Le développement de nouveaux modèles systémiques encore plus détaillés, plus précis et plus complets pourrait du coup sembler être tentant. Cette démarche de complexification des modèles est cependant limitée par quelques barrières et peut mener à des impasses.

Limites à une complexification croissante

En effet, améliorer le niveau de détail des exercices de prospective à longs termes, multisectoriels et multirégionaux n’impliquerait pas nécessairement une meilleure précision des résultats. Une tendance inverse pourrait émerger en raison de l’incertitude forte caractérisant les phénomènes étudiés. L’incertitude apparaît en modélisation comme un ensemble d’imprécisions se propageant jusqu’aux résultats lors de la simulation. Ces imprécisions peuvent être associées à deux types d’incertitudes :

Leur compréhension et quantification ne sont pas toujours aisées, notamment dans le cas de l’incertitude épistémique. Leur accumulation pendant le processus de simulation présente un danger majeur car elle a régulièrement tendance à être exponentielle14. Plus le modèle est complexe et plus il est difficile, voire impossible, de comprendre et anticiper celle-ci. Dans de nombreux cas, une hyper-complexification du modèle peut aboutir à pouvoir faire dire n’importe quoi à celui-ci. Par ailleurs, comme nous venons de le mentionner, les modèles systémiques permettant de penser ces crises sont confrontés au fait qu’ils reposent sur un couplage de facteurs dont un certain nombre très mal compris (comme les phénomènes socio-politico-économiques). Or comme chronométrer à la main une course athlétique avec un chronomètre précis au millième de seconde près, coupler des modules très détaillés et précis avec des modules très grossiers et reposant sur des paramètres très incertains, n’a pas de sens. Le niveau de précision de tous les modules doit être limité à celui du module le moins précis. Ainsi une sur-complexification peut donner une impression de précision tout en aboutissant à des résultats quantitativement absurdes et faux. Une simplification intelligible et appropriée peut par contre permettre d’aboutir à des résultats plus qualitativement justes. Ainsi, un arbitrage entre simplification et complexification à chaque étape de la modélisation est indispensable, afin d’atteindre un niveau de simplicité maximal pour un objectif donné (Legay 1997).

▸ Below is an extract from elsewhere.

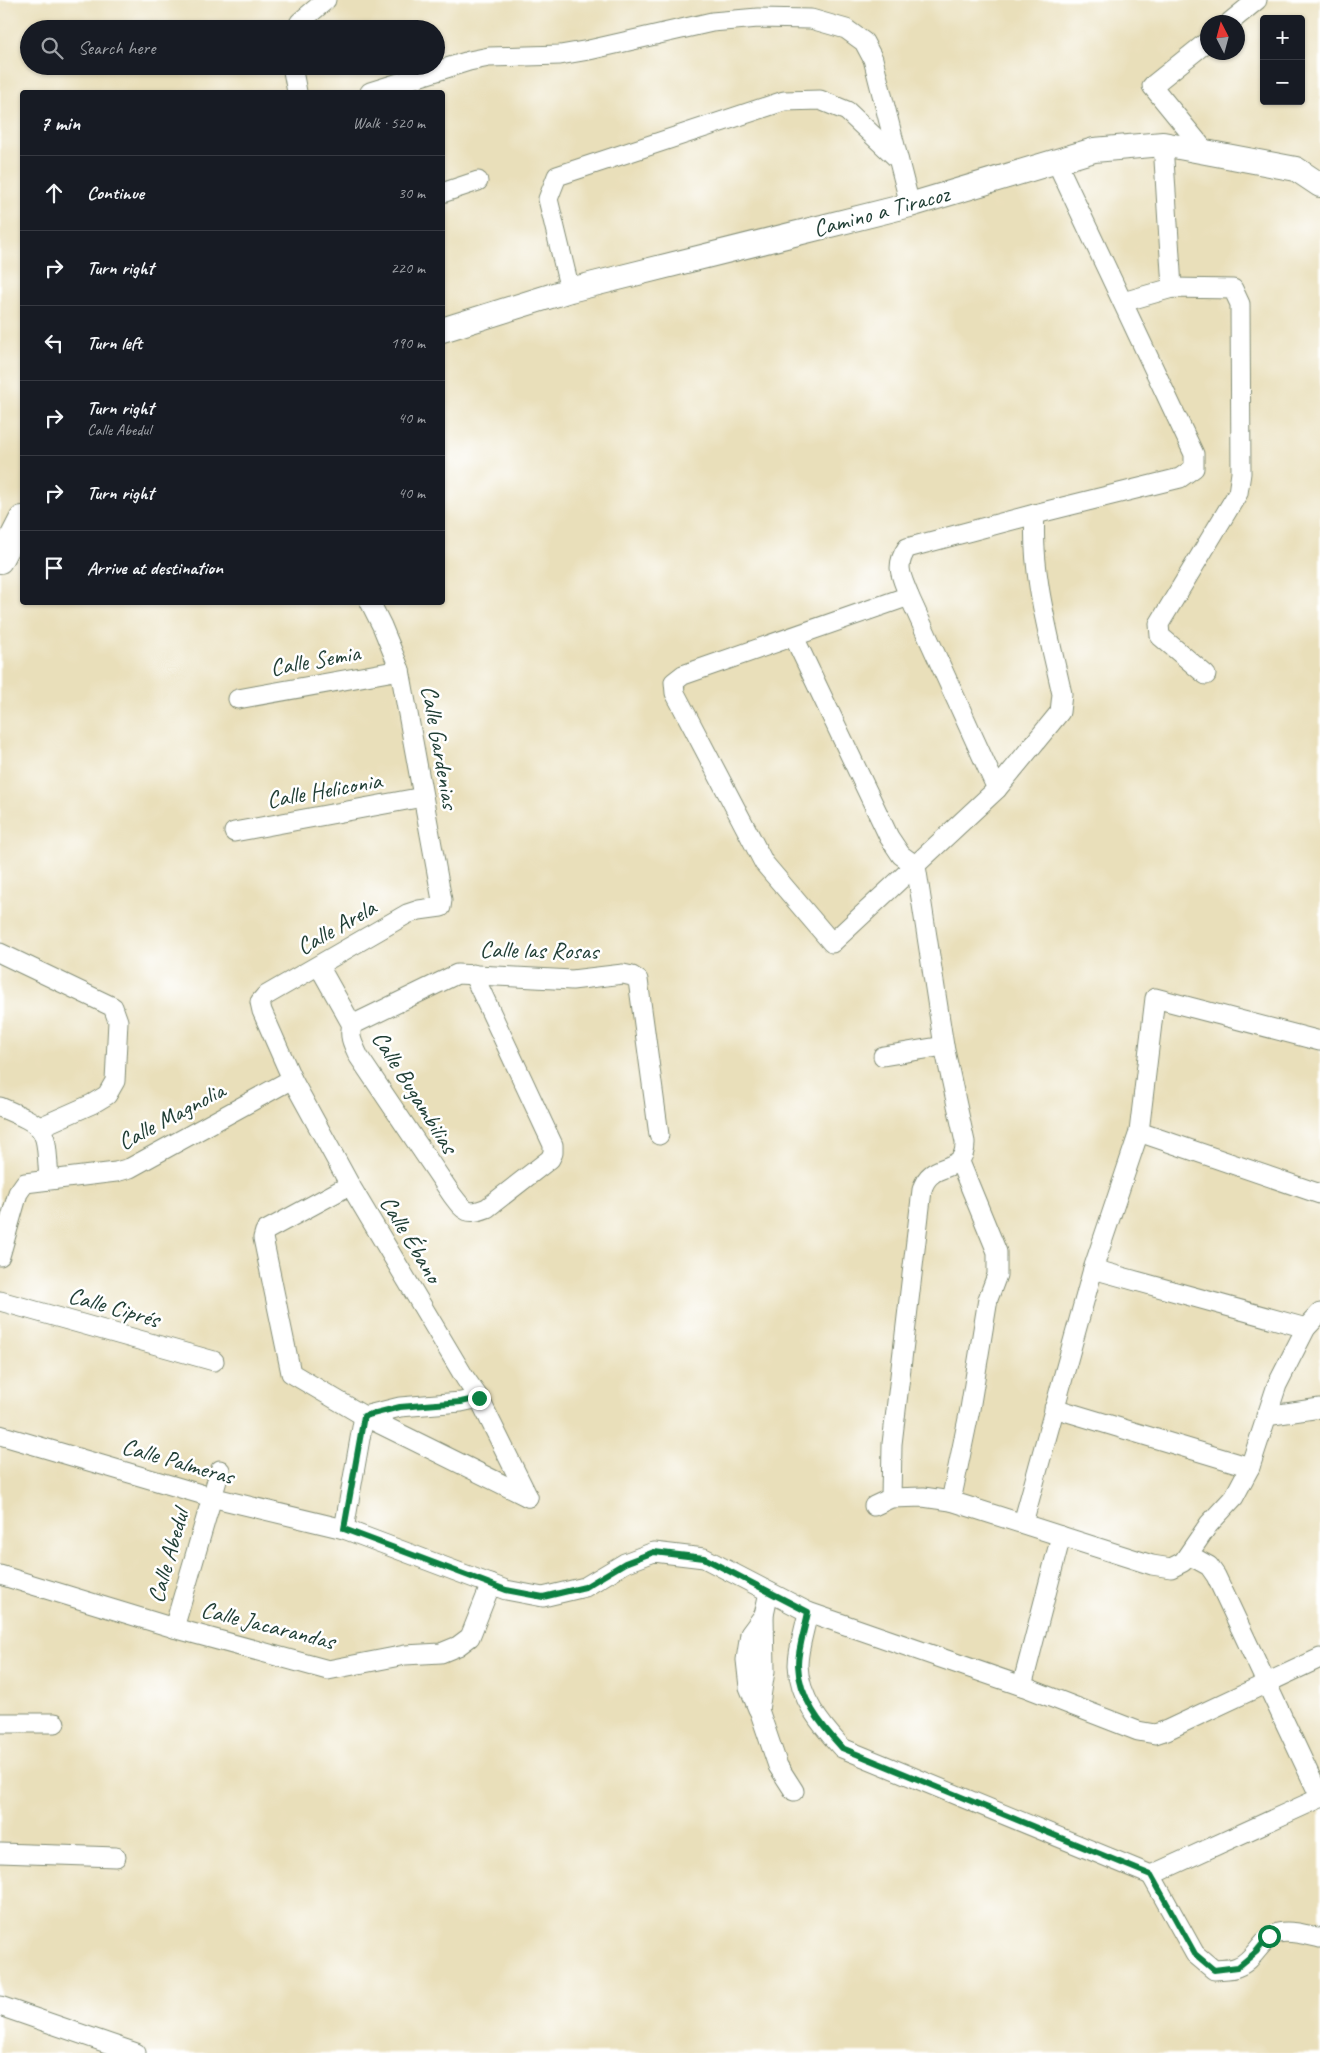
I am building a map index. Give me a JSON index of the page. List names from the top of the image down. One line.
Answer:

Limites observées de l’impact politique réel des modèles

Indépendamment de ces considérations techniques, il est désormais légitime de se poser une autre question clé : Est-ce que la meilleure représentation du réel supposément atteinte par la complexification des modèles augmente réellement son impact politique ?  Autrement dit, génère-t-elle davantage d’actions ou de « meilleures » réponses politiques face aux crises ? Une analyse historique de la réception politique et de l’utilisation des résultats des modèles démontre la différence entre la vérité scientifique et la vérité politique. Ainsi, il ne suffit pas d’avoir raison scientifiquement pour avoir un impact sur le réel, malgré la légitimité apparente de la parole scientifique (Pohlmann et al. 2021). En 1972, la publication du rapport des Limites à la Croissance a eu un retentissement fort dans le débat public, mais des conséquences limitées – voire nulles – sur les trajectoires tendancielles (voir notices Pasqualino et Pottier). Plus récemment, l’inquiétude croissante observée dans les rapports du GIEC et le consensus alarmiste de presque 15 000 scientifiques signataires des « World Scientists’ Warning to Humanity » successifs (e.g. Ripple et al. 2022) n’ont pas permis d’infléchir la trajectoire des impacts socio-écologiques15. Cela soulève à la fois la question de la volonté politique sur les enjeux socio-écologiques, mais aussi la pertinence du format de valorisation et de vulgarisation des travaux scientifiques sur ces thématiques, interroge enfin le rôle des scientifiques dans l’interface entre science et société.

En adoptant une approche systémique, le modèle World3 a permis de représenter les limites d’une croissance physique infinie dans un monde fini et les crises potentielles en résultant. Malgré la puissance du message, l’action politique en découlant fut marginale. Ces travaux ont donné naissance aux modèles d’évaluation intégrés actuellement utilisés dans les exercices prospectifs. Ils participent à la réflexion et à l’aide à la décision quant aux crises sociales et écologiques auxquelles nous faisons face, mais restent limités dans leur capacité même à envisager les crises dans leur complexité. Leurs effets politiques réels observés sont là encore faibles. Une réflexion quant à de meilleures pratiques de modélisation semble donc nécessaire.

1 Integrated Assessment Model (IAM) dans la littérature anglo-saxonne.

2 Cette segmentation est simplificatrice et ne permet pas de pleinement décrire la diversité des modèles au sein de chaque catégorie.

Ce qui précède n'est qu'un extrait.